=== GIVEN RECORDS ===
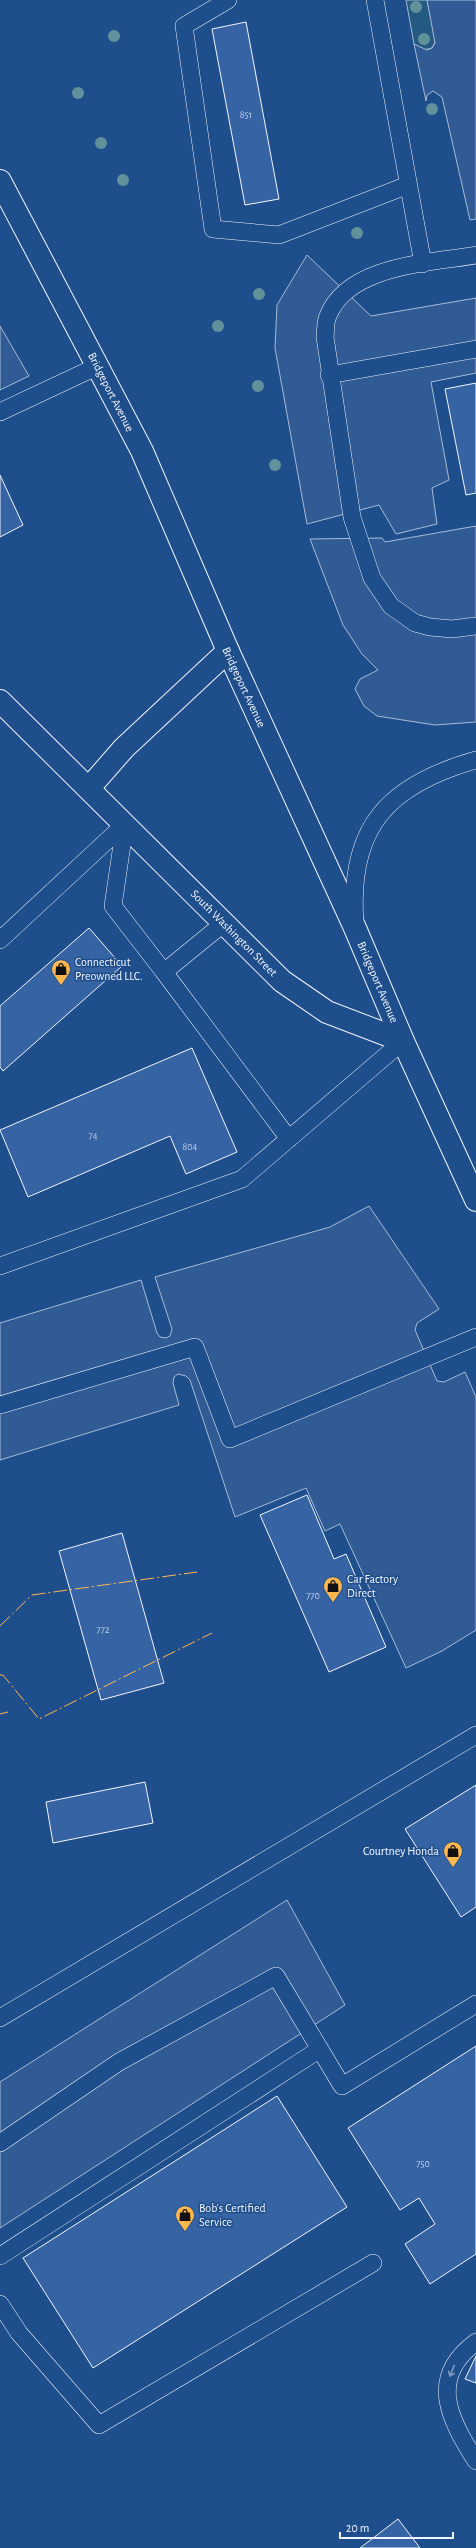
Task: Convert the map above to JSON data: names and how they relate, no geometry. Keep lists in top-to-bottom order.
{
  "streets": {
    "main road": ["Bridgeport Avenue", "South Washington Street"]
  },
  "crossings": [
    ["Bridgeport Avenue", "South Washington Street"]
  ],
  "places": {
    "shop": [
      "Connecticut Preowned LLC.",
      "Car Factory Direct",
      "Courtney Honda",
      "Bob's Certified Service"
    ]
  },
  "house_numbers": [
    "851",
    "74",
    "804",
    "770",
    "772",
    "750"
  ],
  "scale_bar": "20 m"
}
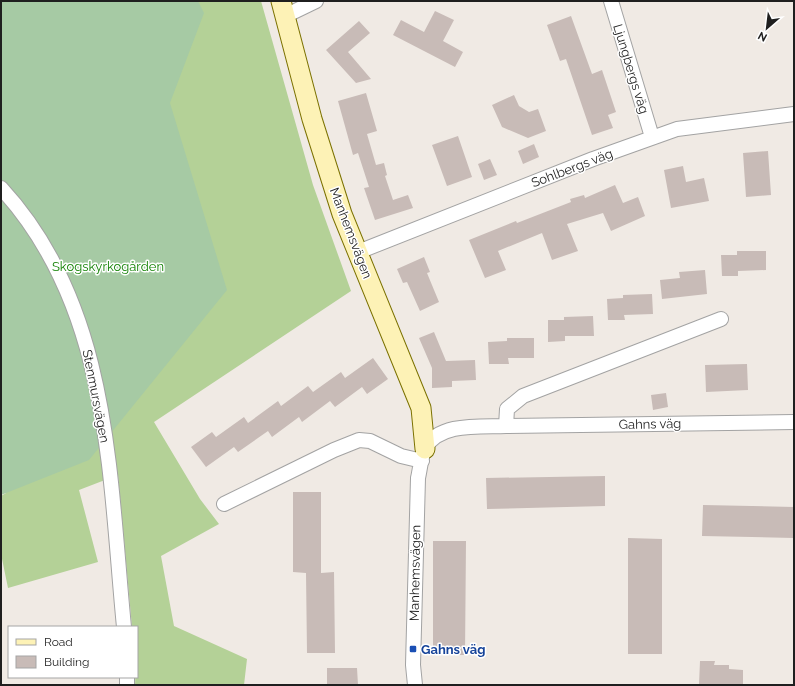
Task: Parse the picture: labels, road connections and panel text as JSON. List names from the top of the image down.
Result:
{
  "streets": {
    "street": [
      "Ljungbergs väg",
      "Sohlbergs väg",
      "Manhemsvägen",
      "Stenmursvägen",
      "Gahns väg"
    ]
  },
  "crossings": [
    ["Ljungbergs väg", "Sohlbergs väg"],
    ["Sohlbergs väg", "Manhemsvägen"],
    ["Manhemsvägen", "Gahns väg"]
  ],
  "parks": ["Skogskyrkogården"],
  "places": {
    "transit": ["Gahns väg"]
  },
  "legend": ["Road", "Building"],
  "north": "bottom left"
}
===
- [TASK]: Return all the records exactly, excluding images.

- [SOLUTION TO THE PROBLEM]:
Task: Convert the map above to JSON data: names and how they relate, no geometry. Keep lists in top-to-bottom order.
{
  "streets": {
    "main road": ["Bridgeport Avenue", "South Washington Street"]
  },
  "crossings": [
    ["Bridgeport Avenue", "South Washington Street"]
  ],
  "places": {
    "shop": [
      "Connecticut Preowned LLC.",
      "Car Factory Direct",
      "Courtney Honda",
      "Bob's Certified Service"
    ]
  },
  "house_numbers": [
    "851",
    "74",
    "804",
    "770",
    "772",
    "750"
  ],
  "scale_bar": "20 m"
}
Task: Parse the picture: labels, road connections and panel text as JSON. List names from the top of the image down.
Result:
{
  "streets": {
    "street": [
      "Ljungbergs väg",
      "Sohlbergs väg",
      "Manhemsvägen",
      "Stenmursvägen",
      "Gahns väg"
    ]
  },
  "crossings": [
    ["Ljungbergs väg", "Sohlbergs väg"],
    ["Sohlbergs väg", "Manhemsvägen"],
    ["Manhemsvägen", "Gahns väg"]
  ],
  "parks": ["Skogskyrkogården"],
  "places": {
    "transit": ["Gahns väg"]
  },
  "legend": ["Road", "Building"],
  "north": "bottom left"
}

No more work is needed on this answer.